2.  Click on NMState Operator and choose install.

3.  Accept the defaults.  A namespace called openshift-nmstate will be used.

4.  Choose install

5.  Wait for the status to change to green and the status to change to ready to use.

6.  Next, let's create an NMSTATE instance.

7.  On the oc command-line, run the following to verify that operator was successfully installed.  This shows the CRDs that are exposed when this operator was installed.

oc get crd|grep nmstate

Verify the output looks similar to this output

Using NMState Operator to Assign IP Address to eth1 on one of the OCP nodes

On my OCP node called master-worker1, I will add an IP address with no gateway to the 192.168.150.0/24 network using interface enp7s0.  The IP will be 192.168.150.2.  
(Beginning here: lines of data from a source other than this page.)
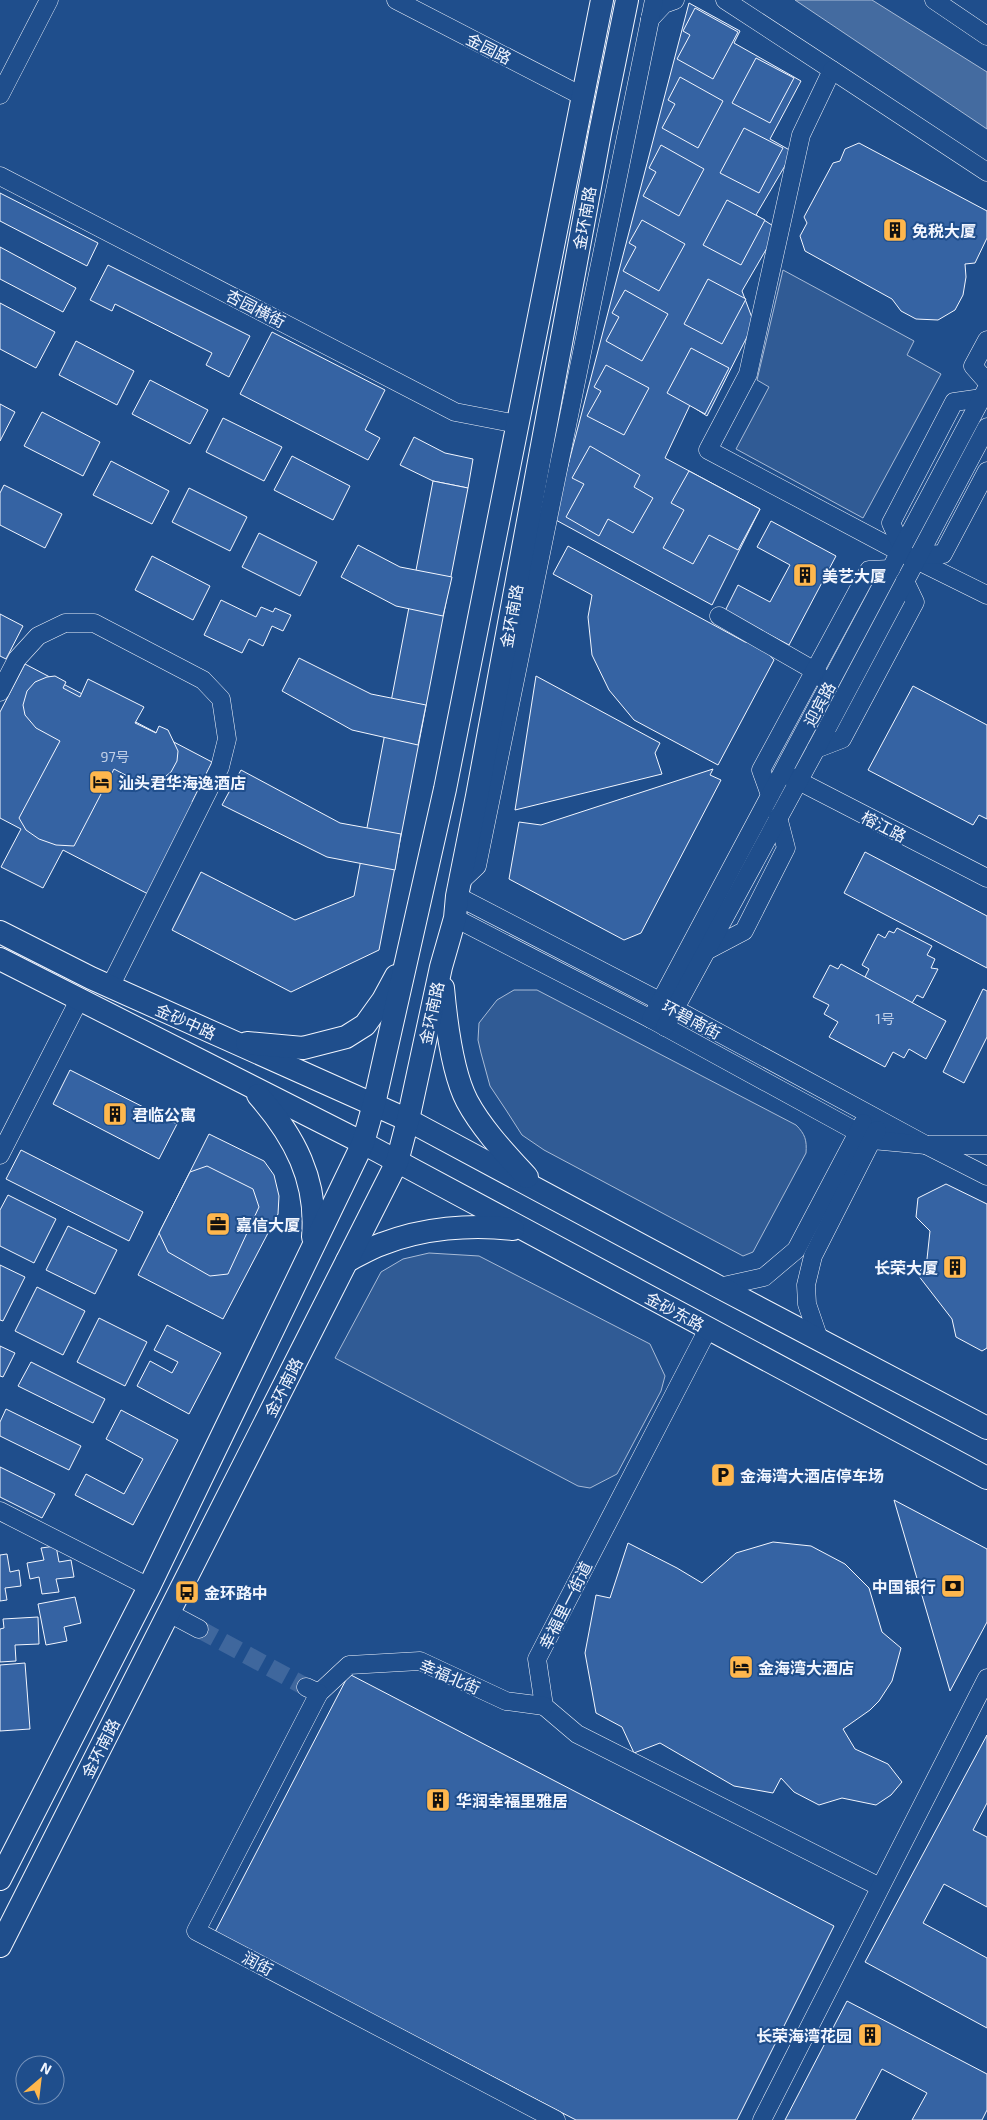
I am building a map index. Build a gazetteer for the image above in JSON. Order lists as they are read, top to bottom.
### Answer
{
  "streets": {
    "main road": ["金环南路", "金砂中路", "金砂东路"],
    "street": [
      "金园路",
      "杏园横街",
      "迎宾路",
      "榕江路",
      "环碧南街",
      "幸福里一街道",
      "幸福北街",
      "润街"
    ]
  },
  "crossings": [
    ["金园路", "金环南路"],
    ["金环南路", "杏园横街"],
    ["金环南路", "环碧南街"],
    ["金环南路", "金砂中路"],
    ["金环南路", "金砂东路"],
    ["迎宾路", "榕江路"],
    ["迎宾路", "环碧南街"],
    ["金砂中路", "金砂东路"],
    ["金砂东路", "幸福里一街道"],
    ["幸福里一街道", "幸福北街"],
    ["幸福北街", "润街"]
  ],
  "places": {
    "building": [
      "免税大厦",
      "美艺大厦",
      "君临公寓",
      "长荣大厦",
      "华润幸福里雅居",
      "长荣海湾花园"
    ],
    "hotel": ["汕头君华海逸酒店", "金海湾大酒店"],
    "office": ["嘉信大厦"],
    "parking": ["金海湾大酒店停车场"],
    "bank": ["中国银行"],
    "bus stop": ["金环路中"]
  },
  "house_numbers": ["97号", "1号"],
  "north": "top right"
}
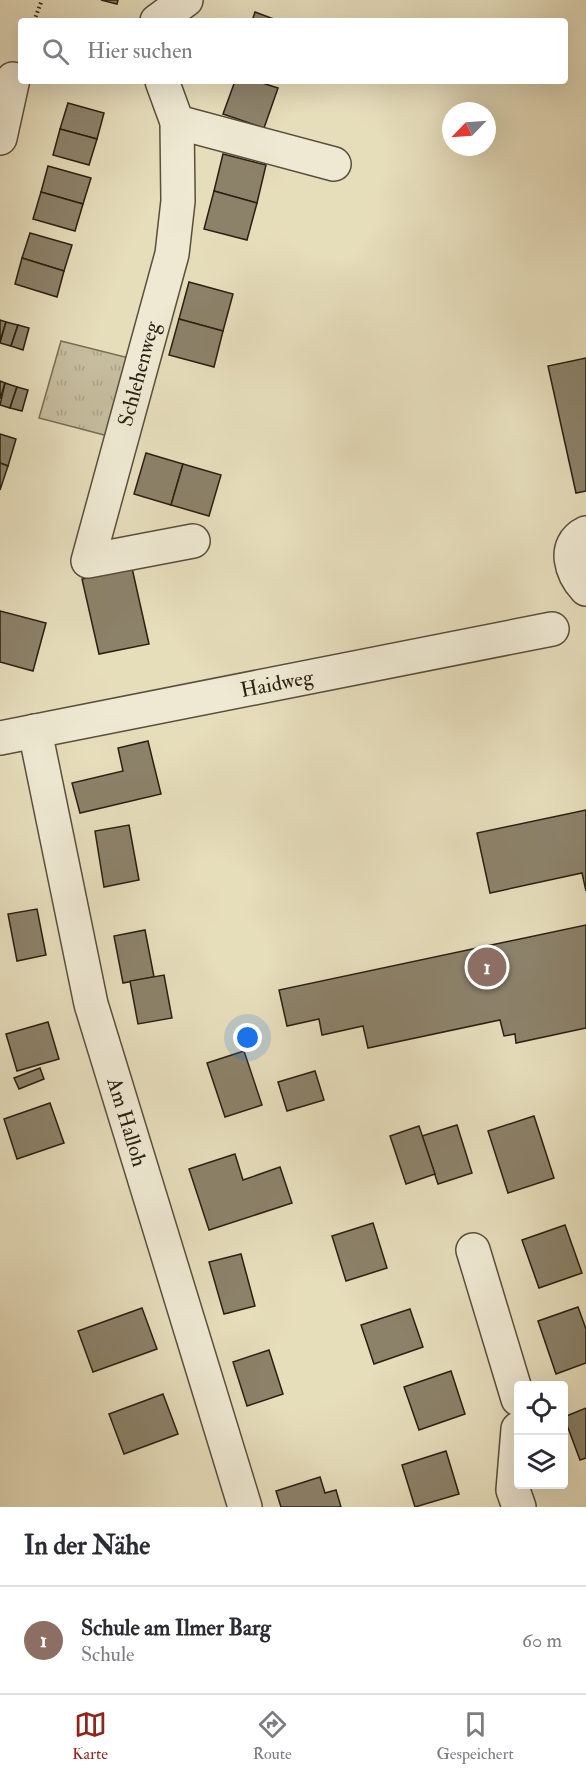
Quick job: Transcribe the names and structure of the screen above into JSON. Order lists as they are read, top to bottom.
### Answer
{
  "streets": {
    "street": ["Schlehenweg", "Haidweg", "Am Halloh"]
  },
  "crossings": [
    ["Haidweg", "Am Halloh"]
  ],
  "north": "bottom left",
  "page": {
    "search": "Hier suchen",
    "pins": "1",
    "heading": "In der Nähe",
    "list": [
      {
        "mark": "1",
        "name": "Schule am Ilmer Barg",
        "note": "Schule",
        "value": "60 m"
      }
    ],
    "nav": ["Karte", "Route", "Gespeichert"]
  }
}
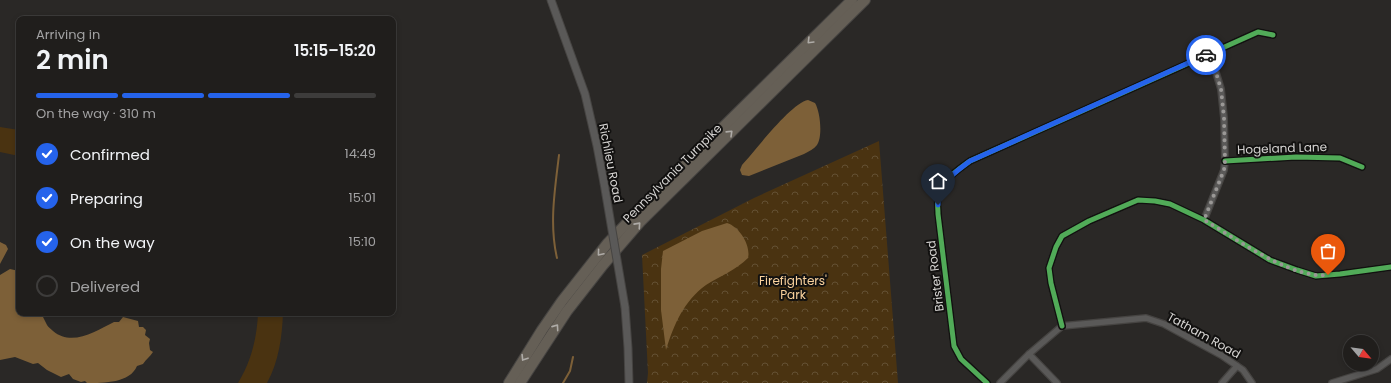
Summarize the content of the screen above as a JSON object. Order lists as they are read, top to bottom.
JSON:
{
  "streets": {
    "highway": ["Pennsylvania Turnpike"],
    "main road": ["Richlieu Road"],
    "street": ["Hogeland Lane", "Brister Road", "Tatham Road"]
  },
  "parks": ["Firefighters' Park"],
  "north": "bottom right",
  "page": {
    "heading": ["2 min", "Arriving in", "15:15–15:20"],
    "bar": "On the way · 310 m",
    "list": [
      ["Confirmed", "14:49"],
      ["Preparing", "15:01"],
      ["On the way", "15:10"],
      "Delivered"
    ]
  }
}
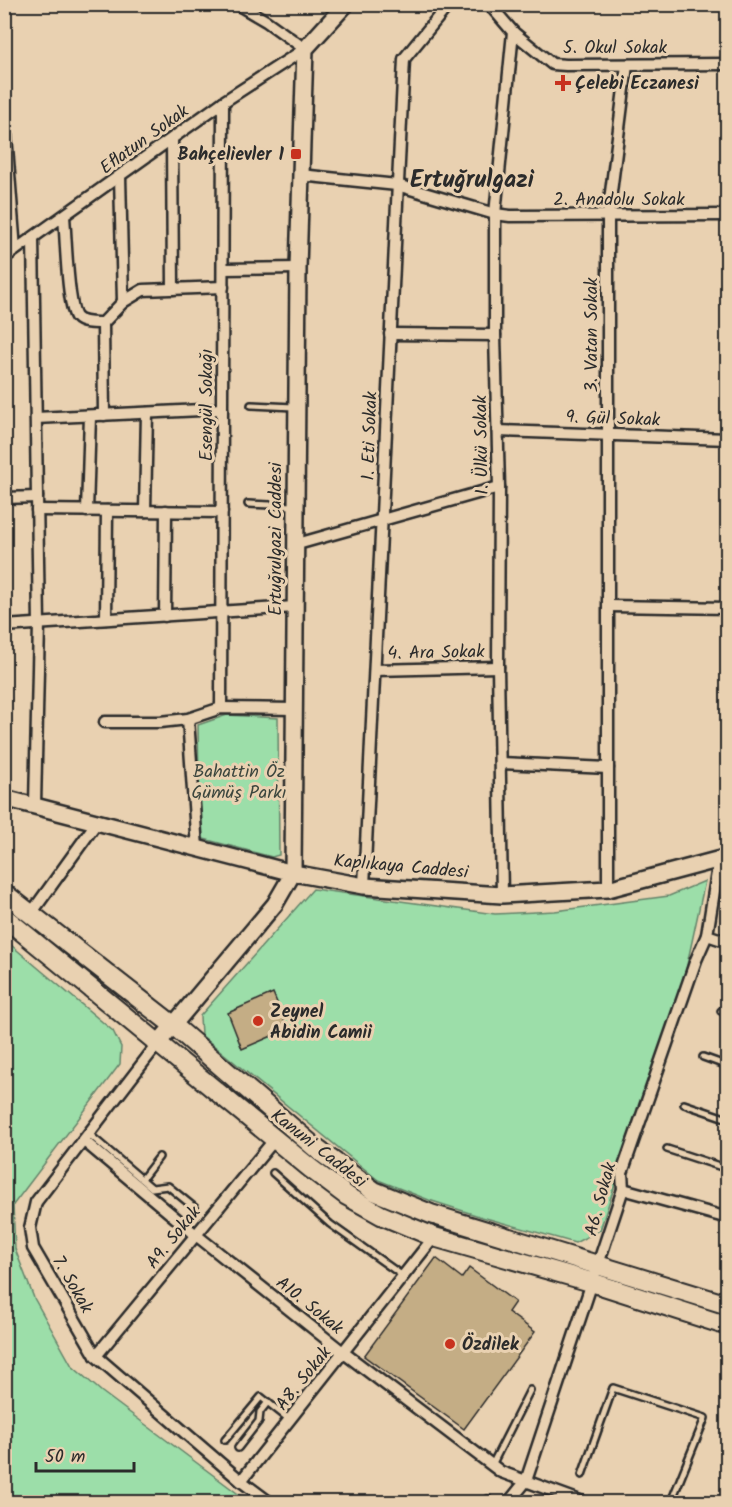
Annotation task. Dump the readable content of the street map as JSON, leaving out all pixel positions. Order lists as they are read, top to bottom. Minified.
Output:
{"streets":{"main road":["Ertuğrulgazi Caddesi","Kaplıkaya Caddesi","Kanuni Caddesi"],"street":["5. Okul Sokak","Eflatun Sokak","2. Anadolu Sokak","3. Vatan Sokak","Esengül Sokağı","9. Gül Sokak","1. Eti Sokak","1. Ülkü Sokak","4. Ara Sokak","A6. Sokak","A9. Sokak","7. Sokak","A10. Sokak","A8. Sokak"]},"crossings":[["5. Okul Sokak","3. Vatan Sokak"],["5. Okul Sokak","1. Ülkü Sokak"],["Eflatun Sokak","Esengül Sokağı"],["Eflatun Sokak","Ertuğrulgazi Caddesi"],["2. Anadolu Sokak","3. Vatan Sokak"],["2. Anadolu Sokak","1. Eti Sokak"],["2. Anadolu Sokak","1. Ülkü Sokak"],["2. Anadolu Sokak","Ertuğrulgazi Caddesi"],["3. Vatan Sokak","9. Gül Sokak"],["3. Vatan Sokak","Kaplıkaya Caddesi"],["9. Gül Sokak","1. Ülkü Sokak"],["1. Eti Sokak","4. Ara Sokak"],["1. Eti Sokak","Kaplıkaya Caddesi"],["1. Ülkü Sokak","4. Ara Sokak"],["1. Ülkü Sokak","Kaplıkaya Caddesi"],["Ertuğrulgazi Caddesi","Kaplıkaya Caddesi"],["Ertuğrulgazi Caddesi","Kanuni Caddesi"],["Ertuğrulgazi Caddesi","7. Sokak"],["Kaplıkaya Caddesi","A6. Sokak"],["Kanuni Caddesi","A6. Sokak"],["Kanuni Caddesi","A9. Sokak"],["Kanuni Caddesi","7. Sokak"],["Kanuni Caddesi","A8. Sokak"],["A6. Sokak","A10. Sokak"],["A9. Sokak","7. Sokak"],["A9. Sokak","A10. Sokak"],["7. Sokak","A10. Sokak"],["7. Sokak","A8. Sokak"],["A10. Sokak","A8. Sokak"]],"districts":["Ertuğrulgazi"],"parks":["Bahattin Öz Gümüş Parkı"],"places":{"health":["Çelebi Eczanesi"],"transit":["Bahçelievler 1"],"other":["Zeynel Abidin Camii","Özdilek"]},"scale_bar":"50 m"}
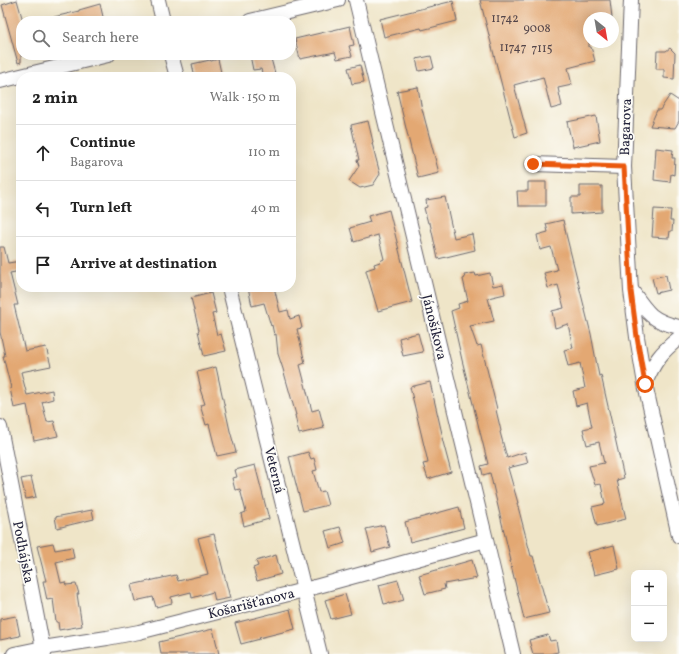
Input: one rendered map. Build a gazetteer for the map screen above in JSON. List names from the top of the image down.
{
  "streets": {
    "street": [
      "Bagarova",
      "Jánošíkova",
      "Veterná",
      "Podhájska",
      "Košarišťanova"
    ]
  },
  "crossings": [
    ["Jánošíkova", "Košarišťanova"],
    ["Veterná", "Košarišťanova"],
    ["Podhájska", "Košarišťanova"]
  ],
  "house_numbers": [
    "11742",
    "9008",
    "11747",
    "7115"
  ],
  "north": "bottom right",
  "page": {
    "search": "Search here",
    "heading": ["2 min", "Walk · 150 m"],
    "list": [
      ["Continue", "Bagarova", "110 m"],
      ["Turn left", "40 m"],
      "Arrive at destination"
    ],
    "map_buttons": ["+", "−"]
  }
}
Here is the NetworkAttachmentDefinition that will be used.  The filename is master-worker1-nmstate-enp7s0.yaml:

apiVersion: nmstate.io/v1
kind: NodeNetworkConfigurationPolicy
metadata:
  name: enp7s0-policy-master-worker1 
spec:
  nodeSelector: 
    kubernetes.io/hostname: master-worker1 
  desiredState:
    interfaces:
    - name: enp7s0 
      description: Configuring enp7s0 on master-worker1 
      type: ethernet 
      state: up 
      ipv4: 
        address:
        - ip: 192.168.150.2 
          prefix-length: 24
        enabled: true
        dhcp: false

Let's apply this definition

oc apply -f master-worker1-nmstate-enp7s0.yaml

When this definition is applied, let's check a few things:

# To get list of policies that are applied
oc get nncp
# To get status on application of policies/enactments
oc get nnce

Both outputs below show successful configuration

As a final confirmation, we can do the following:

# Login to the node through OCP
oc debug node/master-worker1
# chroot /host when prompt appears
chroot /host
# Check for existence of IP on enp7s0
ip a|grep 192.168.150.2

Let's apply the same configuration the last 2 nodes (master-worker2 and master-worker3).  master-worker2 will have 192.168.150.3 IP and master-worker3 will have 192.168.150.4.

apiVersion: nmstate.io/v1
kind: NodeNetworkConfigurationPolicy
metadata:
  name: enp7s0-policy-master-worker2
spec:
  nodeSelector:
    kubernetes.io/hostname: master-worker2
  desiredState:
    interfaces:
    - name: enp7s0
      description: Configuring enp7s0 on master-worker2
      type: ethernet
      state: up
      ipv4:
        address:
        - ip: 192.168.150.3
          prefix-length: 24
        enabled: true
        dhcp: false
apiVersion: nmstate.io/v1
kind: NodeNetworkConfigurationPolicy
metadata:
  name: enp7s0-policy-master-worker3
spec:
  nodeSelector:
    kubernetes.io/hostname: master-worker3
  desiredState:
    interfaces:
    - name: enp7s0
      description: Configuring enp7s0 on master-worker3
      type: ethernet
      state: up
      ipv4:
        address:
        - ip: 192.168.150.4
          prefix-length: 24
        enabled: true
        dhcp: false

Check that the IPs were assigned.  You can either connect to each node as I did previously or ping all three IPs from one of the OCP nodes.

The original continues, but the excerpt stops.